A Visit From The Puncture Fairy

12 May
My inner tube with a vertical split along the seam

My inner tube with a vertical split along the seam

Last week a friend of mine told me that he had two flats on his bike within the past few weeks—and like a total idiot I told him that I hadn’t had a flat in over nearly 6,000 miles. Experienced cyclists already know what happened next—my careless words summoned the Puncture Fairy and I got a flat on my next ride! For the uninformed, the Puncture Fairy is an evil little creature that shows up when you least expect it and wreaks havoc in your life (I know, she has the same job description as a mother-in-law). The quickest way to summon the Puncture Fairy is to mention that you’ve not had a flat in a while.

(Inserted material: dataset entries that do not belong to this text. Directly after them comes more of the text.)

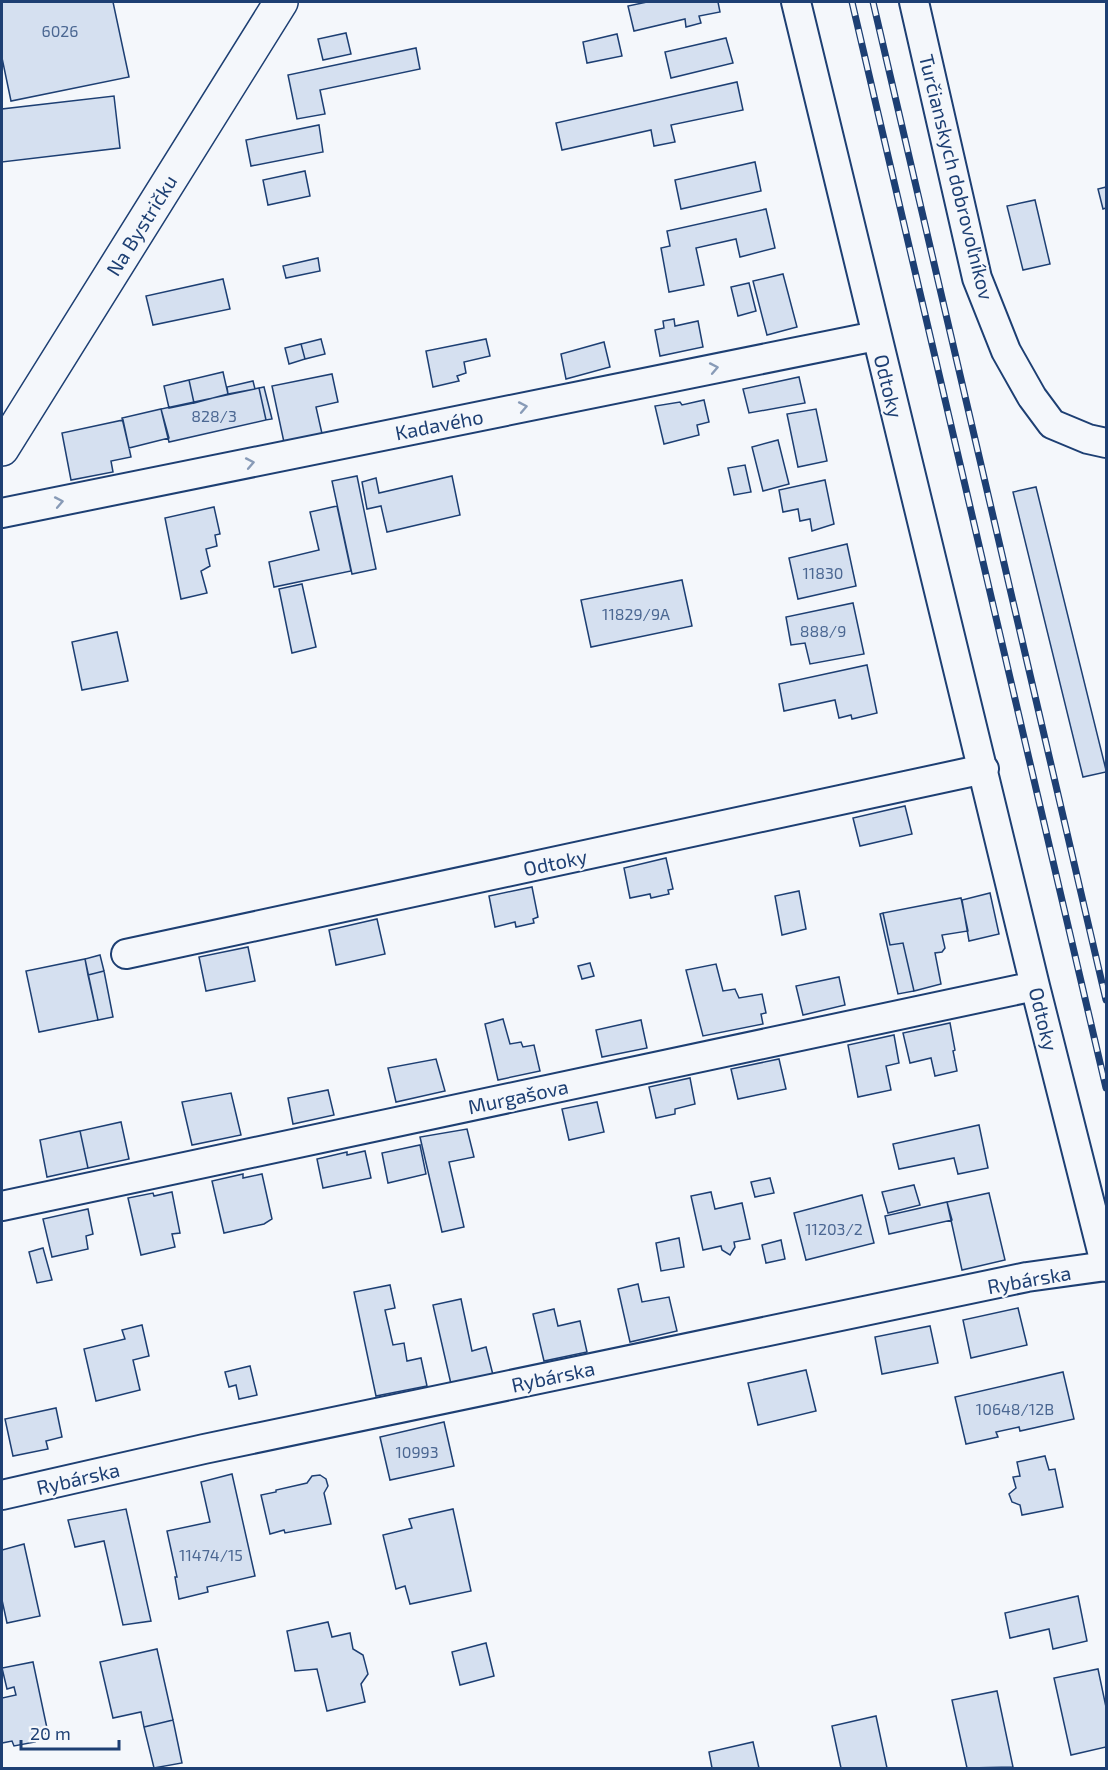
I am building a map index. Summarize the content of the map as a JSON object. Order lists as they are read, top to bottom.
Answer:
{
  "streets": {
    "street": [
      "Turčianskych dobrovoľníkov",
      "Na Bystričku",
      "Odtoky",
      "Kadavého",
      "Murgašova",
      "Rybárska"
    ]
  },
  "crossings": [
    ["Odtoky", "Kadavého"],
    ["Odtoky", "Murgašova"],
    ["Odtoky", "Rybárska"]
  ],
  "one_way": ["Kadavého"],
  "house_numbers": [
    "6026",
    "828/3",
    "11830",
    "11829/9A",
    "888/9",
    "11203/2",
    "10648/12B",
    "10993",
    "11474/15"
  ],
  "scale_bar": "20 m"
}
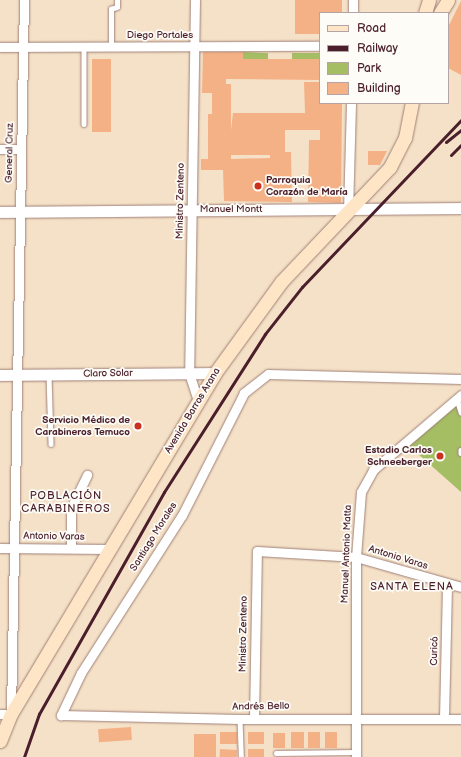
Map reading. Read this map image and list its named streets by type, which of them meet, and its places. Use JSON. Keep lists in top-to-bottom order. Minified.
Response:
{"streets":{"main road":["Avenida Barros Arana"],"street":["Diego Portales","General Cruz","Ministro Zenteno","Manuel Montt","Claro Solar","Antonio Varas","Santiago Morales","Manuel Antonio Matta","Curicó","Andrés Bello"]},"crossings":[["Diego Portales","General Cruz"],["Diego Portales","Ministro Zenteno"],["General Cruz","Manuel Montt"],["General Cruz","Claro Solar"],["General Cruz","Avenida Barros Arana"],["General Cruz","Antonio Varas"],["Ministro Zenteno","Manuel Montt"],["Ministro Zenteno","Claro Solar"],["Ministro Zenteno","Avenida Barros Arana"],["Ministro Zenteno","Antonio Varas"],["Ministro Zenteno","Andrés Bello"],["Manuel Montt","Avenida Barros Arana"],["Claro Solar","Avenida Barros Arana"],["Avenida Barros Arana","Antonio Varas"],["Antonio Varas","Manuel Antonio Matta"],["Antonio Varas","Curicó"],["Santiago Morales","Andrés Bello"],["Manuel Antonio Matta","Andrés Bello"],["Curicó","Andrés Bello"]],"districts":["POBLACIÓN CARABINEROS","SANTA ELENA"],"places":["Parroquia Corazón de María","Servicio Médico de Carabineros Temuco","Estadio Carlos Schneeberger"],"legend":["Road","Railway","Park","Building"]}
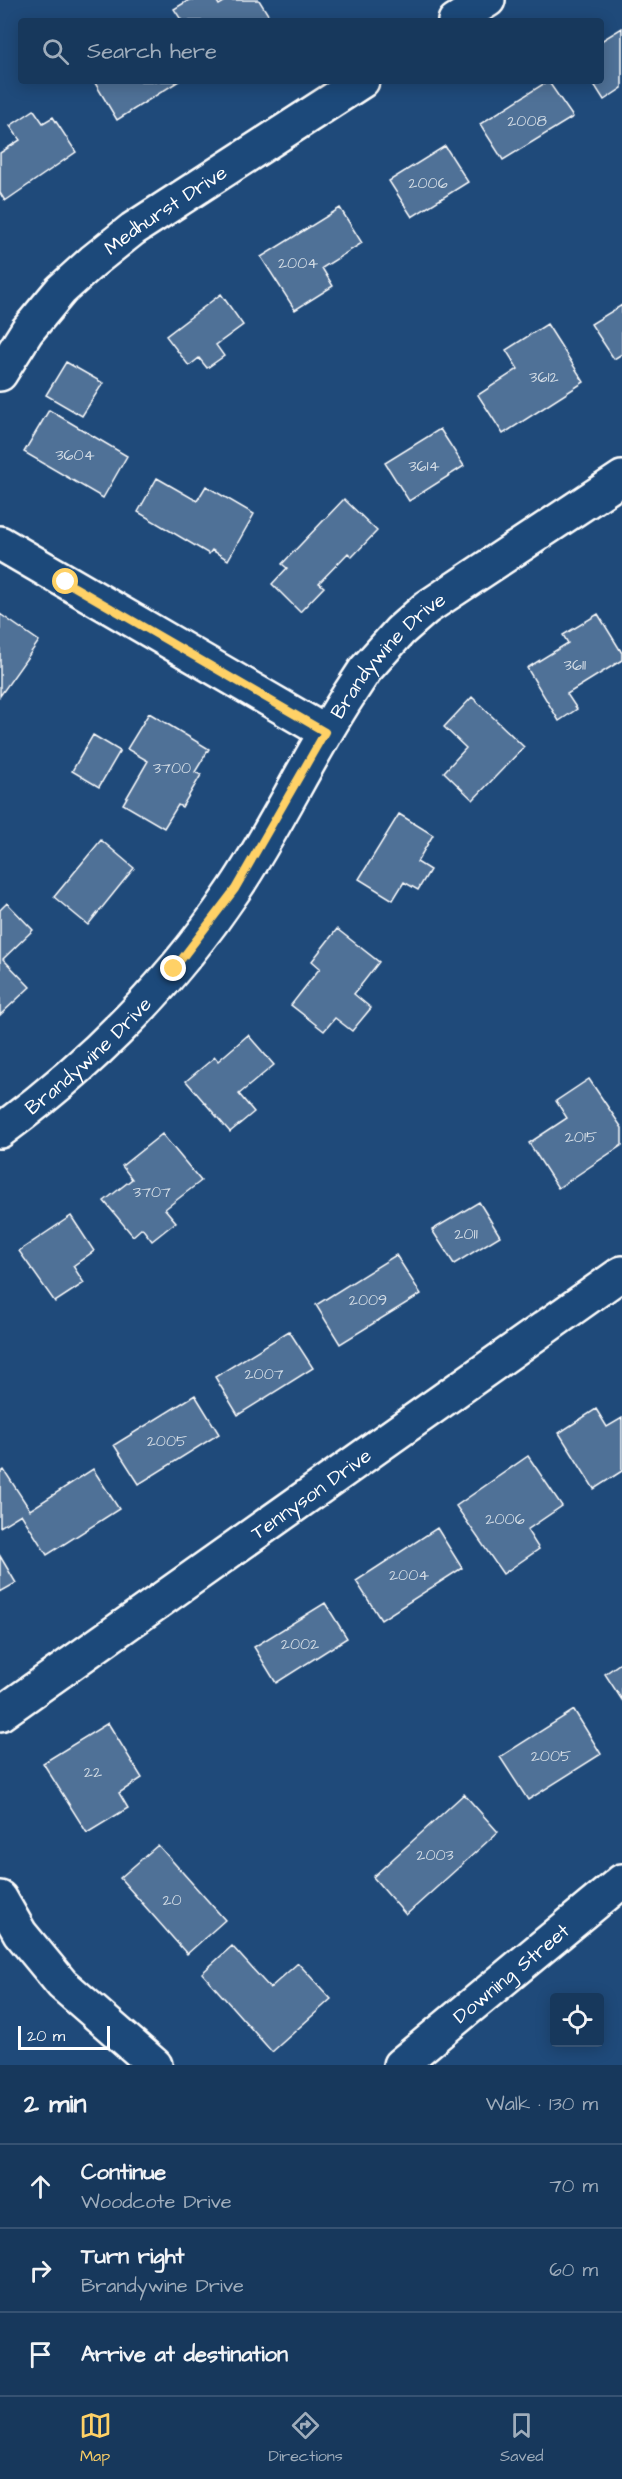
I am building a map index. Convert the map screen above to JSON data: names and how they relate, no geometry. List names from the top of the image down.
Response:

This past Saturday I went out for a 70-mile ride and about halfway through I heard a small explosion and then the front tire popped off the rim of my bike. Fortunately, I was climbing a step hill and was not going very fast at the time. If the problem had occurred just a few minutes before it could have been fatal since I had been riding on a busy highway at just under 40 MPH (yes, I was going downhill and had a strong tailwind). While the Puncture Fairy decided to pay me a visit, at least she showed me a bit of mercy concerning the timing. I’ve repaired a lot of flat tires over the years and can easily swap out an inner tube and be on my way in under five minutes. However, this was the very first time I’ve had a flat as a result of inner tube failure instead of a puncture. This time my inner tube split vertically along the seam (about 1.5″ long), and when the seam burst it knocked my tire off of the rim (which made it even faster to change the tire since I didn’t have to use a lever to get it off the rim).

The reason I told you this story is because it is finally spring and many folks are just getting their bikes out of the garage for the first time since last fall (which also means they missed a lot of good winter biking weather). Before you take your bike out for a ride you really need to make sure that you have a patch kit, spare inner tube, and a tire lever or two with you. If you don’t know how to change a tire I strongly suggest that you practice in your garage using the same tire levers that you carry with you when you ride.

Road debris sliced right through this tire

Road debris sliced right through this tire

You also need to have a back-up plan for when the Puncture Fairy really decides to ruin your day by slicing your tire in addition to puncturing your inner tube. Last summer I went out for a long ride with a young woman and on our way home she hit a piece of road debris and it sliced through her front tire like a hot knife going through warm butter. I took her tire off the rim, but it was a lost cause—not even a Park Tool Emergency Tire Boot could cover the damage.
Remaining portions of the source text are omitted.